Largement distribué et porté jusqu'au secrétaire général, ce slogan fait référence à une déclaration du président sud-africain, Cyril Ramaphosa en début d'année passée quand ont commencé les attaques trumpistes envers Pretoria.
Dans le sillage de Volodymyr Zelensky, il avait eu droit à un guet-apens dans le bureau ovale de la Maison Blanche.
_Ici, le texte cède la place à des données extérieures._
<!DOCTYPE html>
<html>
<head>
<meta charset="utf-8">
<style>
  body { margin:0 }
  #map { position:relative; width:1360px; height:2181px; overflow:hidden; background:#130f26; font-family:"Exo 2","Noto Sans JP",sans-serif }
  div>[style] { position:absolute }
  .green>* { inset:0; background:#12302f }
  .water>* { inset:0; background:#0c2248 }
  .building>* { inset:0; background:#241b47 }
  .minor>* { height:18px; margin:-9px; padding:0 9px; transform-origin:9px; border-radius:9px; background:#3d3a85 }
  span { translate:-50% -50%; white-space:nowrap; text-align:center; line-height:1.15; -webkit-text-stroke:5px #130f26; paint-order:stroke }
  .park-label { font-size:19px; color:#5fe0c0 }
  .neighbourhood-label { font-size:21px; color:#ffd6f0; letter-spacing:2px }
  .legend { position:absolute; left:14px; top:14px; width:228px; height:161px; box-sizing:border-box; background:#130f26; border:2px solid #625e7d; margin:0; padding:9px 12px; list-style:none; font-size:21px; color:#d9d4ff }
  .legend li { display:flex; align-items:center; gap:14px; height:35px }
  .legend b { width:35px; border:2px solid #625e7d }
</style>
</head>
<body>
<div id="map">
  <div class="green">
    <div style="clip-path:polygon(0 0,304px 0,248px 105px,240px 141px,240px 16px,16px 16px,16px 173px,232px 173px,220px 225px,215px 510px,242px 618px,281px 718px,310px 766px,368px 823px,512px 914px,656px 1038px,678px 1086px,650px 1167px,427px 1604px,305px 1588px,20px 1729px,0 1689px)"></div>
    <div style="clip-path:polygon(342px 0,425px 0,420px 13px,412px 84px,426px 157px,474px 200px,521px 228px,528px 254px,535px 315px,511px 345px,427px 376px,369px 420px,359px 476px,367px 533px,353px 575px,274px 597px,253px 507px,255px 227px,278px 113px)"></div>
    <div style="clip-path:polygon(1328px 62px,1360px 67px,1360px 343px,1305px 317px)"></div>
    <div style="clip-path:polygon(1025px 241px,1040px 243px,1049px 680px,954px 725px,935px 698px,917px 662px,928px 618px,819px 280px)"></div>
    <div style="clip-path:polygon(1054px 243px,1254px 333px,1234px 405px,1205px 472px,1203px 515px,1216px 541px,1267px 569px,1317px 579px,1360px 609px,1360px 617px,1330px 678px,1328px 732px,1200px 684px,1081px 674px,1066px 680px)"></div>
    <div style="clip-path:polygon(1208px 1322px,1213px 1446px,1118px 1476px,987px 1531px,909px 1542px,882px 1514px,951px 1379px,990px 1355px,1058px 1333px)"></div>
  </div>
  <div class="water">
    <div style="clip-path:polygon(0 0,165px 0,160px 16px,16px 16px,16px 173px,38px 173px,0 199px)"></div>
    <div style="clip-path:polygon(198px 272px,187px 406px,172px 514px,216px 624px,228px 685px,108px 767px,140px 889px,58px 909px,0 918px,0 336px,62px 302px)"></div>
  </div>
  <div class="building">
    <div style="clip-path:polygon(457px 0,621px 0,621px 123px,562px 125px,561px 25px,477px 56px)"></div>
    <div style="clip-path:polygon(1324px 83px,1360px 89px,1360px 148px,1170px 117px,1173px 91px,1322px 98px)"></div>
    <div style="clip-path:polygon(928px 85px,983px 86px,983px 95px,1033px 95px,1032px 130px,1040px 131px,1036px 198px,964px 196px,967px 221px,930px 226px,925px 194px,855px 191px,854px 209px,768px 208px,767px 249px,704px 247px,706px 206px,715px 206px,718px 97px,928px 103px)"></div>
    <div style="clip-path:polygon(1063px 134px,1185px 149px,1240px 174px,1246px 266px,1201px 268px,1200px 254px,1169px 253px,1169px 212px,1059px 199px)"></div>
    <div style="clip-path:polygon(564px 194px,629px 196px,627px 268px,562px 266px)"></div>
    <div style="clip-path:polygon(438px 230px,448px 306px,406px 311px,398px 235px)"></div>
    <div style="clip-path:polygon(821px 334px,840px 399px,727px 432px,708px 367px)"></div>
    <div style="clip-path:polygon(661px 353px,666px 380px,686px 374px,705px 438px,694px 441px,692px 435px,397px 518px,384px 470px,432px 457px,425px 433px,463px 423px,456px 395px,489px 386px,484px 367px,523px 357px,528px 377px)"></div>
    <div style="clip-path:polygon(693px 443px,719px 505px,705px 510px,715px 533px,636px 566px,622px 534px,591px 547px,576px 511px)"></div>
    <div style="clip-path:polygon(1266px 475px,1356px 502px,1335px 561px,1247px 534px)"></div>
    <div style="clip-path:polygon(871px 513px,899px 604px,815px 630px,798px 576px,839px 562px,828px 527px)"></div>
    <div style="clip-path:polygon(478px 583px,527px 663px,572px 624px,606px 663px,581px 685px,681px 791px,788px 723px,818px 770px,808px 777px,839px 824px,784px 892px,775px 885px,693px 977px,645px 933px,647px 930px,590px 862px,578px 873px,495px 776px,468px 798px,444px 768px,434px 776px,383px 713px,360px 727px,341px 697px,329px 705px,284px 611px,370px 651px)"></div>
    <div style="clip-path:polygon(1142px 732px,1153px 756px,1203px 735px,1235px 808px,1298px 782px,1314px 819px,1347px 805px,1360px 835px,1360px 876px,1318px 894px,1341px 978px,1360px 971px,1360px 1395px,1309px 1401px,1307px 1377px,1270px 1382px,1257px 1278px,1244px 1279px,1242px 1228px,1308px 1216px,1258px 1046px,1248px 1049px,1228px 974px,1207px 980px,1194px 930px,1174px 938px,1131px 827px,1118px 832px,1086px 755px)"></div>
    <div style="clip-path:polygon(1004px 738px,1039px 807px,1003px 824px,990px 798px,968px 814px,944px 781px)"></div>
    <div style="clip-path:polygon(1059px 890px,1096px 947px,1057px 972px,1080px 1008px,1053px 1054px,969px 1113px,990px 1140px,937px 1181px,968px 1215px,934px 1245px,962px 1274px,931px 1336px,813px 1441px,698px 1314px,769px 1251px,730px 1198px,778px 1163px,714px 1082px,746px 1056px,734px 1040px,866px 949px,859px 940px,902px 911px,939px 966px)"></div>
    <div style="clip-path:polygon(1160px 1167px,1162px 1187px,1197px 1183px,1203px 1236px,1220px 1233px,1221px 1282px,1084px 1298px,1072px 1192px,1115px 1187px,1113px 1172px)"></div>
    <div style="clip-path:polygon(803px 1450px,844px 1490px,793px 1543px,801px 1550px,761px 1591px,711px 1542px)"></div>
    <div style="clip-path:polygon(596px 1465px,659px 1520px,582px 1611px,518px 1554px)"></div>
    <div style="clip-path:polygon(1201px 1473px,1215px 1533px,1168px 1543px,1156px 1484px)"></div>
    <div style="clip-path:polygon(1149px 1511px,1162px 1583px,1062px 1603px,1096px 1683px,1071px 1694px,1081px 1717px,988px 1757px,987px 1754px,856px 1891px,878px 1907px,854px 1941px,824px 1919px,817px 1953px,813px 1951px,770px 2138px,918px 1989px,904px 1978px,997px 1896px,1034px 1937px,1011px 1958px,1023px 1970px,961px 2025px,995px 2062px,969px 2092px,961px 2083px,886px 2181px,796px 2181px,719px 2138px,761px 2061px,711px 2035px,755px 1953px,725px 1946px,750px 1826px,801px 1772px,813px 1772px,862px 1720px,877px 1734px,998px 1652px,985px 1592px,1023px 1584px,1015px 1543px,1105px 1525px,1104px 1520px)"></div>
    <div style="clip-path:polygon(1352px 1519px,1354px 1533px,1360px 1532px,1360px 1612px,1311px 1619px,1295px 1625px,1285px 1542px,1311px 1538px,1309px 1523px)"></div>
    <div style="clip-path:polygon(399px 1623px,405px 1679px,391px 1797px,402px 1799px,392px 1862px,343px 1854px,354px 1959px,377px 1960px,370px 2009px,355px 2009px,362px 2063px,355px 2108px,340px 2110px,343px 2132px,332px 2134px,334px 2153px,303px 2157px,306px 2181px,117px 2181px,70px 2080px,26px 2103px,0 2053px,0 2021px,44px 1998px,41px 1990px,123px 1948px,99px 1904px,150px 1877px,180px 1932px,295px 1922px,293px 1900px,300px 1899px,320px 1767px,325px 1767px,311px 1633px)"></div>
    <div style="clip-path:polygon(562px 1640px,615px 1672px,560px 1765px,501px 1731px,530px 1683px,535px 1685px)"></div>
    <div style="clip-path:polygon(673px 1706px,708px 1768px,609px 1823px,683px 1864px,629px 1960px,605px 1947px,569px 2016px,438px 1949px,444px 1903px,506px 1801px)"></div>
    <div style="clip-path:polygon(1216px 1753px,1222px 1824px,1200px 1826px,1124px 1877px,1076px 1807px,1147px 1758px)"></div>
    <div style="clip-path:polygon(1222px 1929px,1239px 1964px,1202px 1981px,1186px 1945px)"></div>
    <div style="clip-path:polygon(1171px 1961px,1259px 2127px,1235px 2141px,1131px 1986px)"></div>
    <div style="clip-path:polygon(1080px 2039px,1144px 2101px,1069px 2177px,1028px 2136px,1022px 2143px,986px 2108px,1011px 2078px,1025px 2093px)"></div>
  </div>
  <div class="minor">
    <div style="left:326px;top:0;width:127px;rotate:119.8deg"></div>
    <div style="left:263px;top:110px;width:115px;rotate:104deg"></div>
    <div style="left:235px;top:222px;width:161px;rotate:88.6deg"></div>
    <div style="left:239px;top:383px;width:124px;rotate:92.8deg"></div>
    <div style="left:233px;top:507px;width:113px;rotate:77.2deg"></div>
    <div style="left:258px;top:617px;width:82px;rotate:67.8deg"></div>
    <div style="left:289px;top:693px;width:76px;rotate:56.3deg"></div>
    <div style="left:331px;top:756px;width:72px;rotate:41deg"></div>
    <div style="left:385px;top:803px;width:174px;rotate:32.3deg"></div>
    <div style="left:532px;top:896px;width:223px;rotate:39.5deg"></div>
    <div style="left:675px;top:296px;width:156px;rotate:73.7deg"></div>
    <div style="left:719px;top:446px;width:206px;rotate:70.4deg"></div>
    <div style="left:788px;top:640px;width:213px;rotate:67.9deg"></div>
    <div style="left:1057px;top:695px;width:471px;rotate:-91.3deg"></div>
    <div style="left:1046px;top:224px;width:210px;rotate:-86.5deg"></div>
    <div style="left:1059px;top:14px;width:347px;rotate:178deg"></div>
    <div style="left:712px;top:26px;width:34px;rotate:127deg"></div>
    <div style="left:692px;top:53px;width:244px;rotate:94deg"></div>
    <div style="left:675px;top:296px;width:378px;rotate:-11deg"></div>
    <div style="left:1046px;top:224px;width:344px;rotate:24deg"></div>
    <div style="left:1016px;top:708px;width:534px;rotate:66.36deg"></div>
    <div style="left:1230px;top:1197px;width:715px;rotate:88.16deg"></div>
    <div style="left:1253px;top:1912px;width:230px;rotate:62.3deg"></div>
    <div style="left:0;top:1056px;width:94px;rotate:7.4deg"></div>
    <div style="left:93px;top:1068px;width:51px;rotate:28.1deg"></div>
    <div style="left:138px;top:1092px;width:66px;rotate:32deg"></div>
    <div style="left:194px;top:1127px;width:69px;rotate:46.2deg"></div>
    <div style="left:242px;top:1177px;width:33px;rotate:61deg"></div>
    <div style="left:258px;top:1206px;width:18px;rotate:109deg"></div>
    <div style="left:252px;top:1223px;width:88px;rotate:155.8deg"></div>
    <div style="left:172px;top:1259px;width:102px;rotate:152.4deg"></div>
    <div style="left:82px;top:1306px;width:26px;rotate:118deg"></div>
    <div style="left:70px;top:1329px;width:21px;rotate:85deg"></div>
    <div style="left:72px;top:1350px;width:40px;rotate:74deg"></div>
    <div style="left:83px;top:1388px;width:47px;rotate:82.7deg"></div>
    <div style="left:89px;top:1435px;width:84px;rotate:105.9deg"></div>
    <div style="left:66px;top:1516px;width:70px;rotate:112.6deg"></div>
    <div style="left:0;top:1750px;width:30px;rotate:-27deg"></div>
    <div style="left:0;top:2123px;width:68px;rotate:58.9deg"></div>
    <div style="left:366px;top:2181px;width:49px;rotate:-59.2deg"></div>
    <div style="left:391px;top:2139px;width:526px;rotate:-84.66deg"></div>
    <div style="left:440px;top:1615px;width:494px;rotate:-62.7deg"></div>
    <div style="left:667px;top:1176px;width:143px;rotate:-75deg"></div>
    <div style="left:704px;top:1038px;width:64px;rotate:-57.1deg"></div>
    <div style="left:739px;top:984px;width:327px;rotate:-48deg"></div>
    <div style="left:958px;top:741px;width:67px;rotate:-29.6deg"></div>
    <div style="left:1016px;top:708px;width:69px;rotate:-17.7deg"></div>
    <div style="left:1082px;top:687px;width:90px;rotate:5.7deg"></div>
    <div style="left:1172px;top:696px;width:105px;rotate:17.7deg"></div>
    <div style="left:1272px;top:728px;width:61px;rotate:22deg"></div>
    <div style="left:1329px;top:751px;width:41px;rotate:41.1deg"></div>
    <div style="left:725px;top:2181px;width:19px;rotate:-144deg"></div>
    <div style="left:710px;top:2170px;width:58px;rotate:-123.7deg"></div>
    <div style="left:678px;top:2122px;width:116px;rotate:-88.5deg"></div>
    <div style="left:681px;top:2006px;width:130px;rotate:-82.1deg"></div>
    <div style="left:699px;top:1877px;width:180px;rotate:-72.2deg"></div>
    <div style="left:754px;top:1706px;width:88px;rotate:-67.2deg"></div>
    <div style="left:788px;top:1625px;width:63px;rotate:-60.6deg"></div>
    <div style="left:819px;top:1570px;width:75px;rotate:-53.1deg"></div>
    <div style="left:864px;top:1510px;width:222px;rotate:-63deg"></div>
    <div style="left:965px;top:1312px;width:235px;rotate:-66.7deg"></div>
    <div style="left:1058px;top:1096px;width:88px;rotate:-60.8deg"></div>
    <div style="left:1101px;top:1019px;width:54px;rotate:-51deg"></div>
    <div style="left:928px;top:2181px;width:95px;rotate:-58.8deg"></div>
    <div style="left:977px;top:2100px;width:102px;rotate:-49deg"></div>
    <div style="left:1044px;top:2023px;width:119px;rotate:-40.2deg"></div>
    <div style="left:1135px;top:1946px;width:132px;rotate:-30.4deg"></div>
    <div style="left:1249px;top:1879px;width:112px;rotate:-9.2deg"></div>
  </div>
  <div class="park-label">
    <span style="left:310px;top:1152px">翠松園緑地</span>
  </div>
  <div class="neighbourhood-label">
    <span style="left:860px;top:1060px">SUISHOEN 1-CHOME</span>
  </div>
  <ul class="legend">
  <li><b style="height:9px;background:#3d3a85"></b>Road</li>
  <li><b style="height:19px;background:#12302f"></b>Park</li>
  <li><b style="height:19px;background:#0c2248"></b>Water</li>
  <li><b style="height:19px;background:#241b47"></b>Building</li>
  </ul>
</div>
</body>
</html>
Donald Trump y avait montré vidéomontages et photos mêlant approximations et contre-vérités.
Samedi, la mobilisation a été particulièrement suivie à Johannesburg, en ce jour férié symbolique dédié aux droits humains.
Le 21 mars marque la date du massacre de Sharpeville en 1960 où 69 manifestants au moins ont péri sous les balles des forces de sécurité de l'apartheid pour avoir demandé la fin du laissez-passer contrôlant les déplacements des Noirs.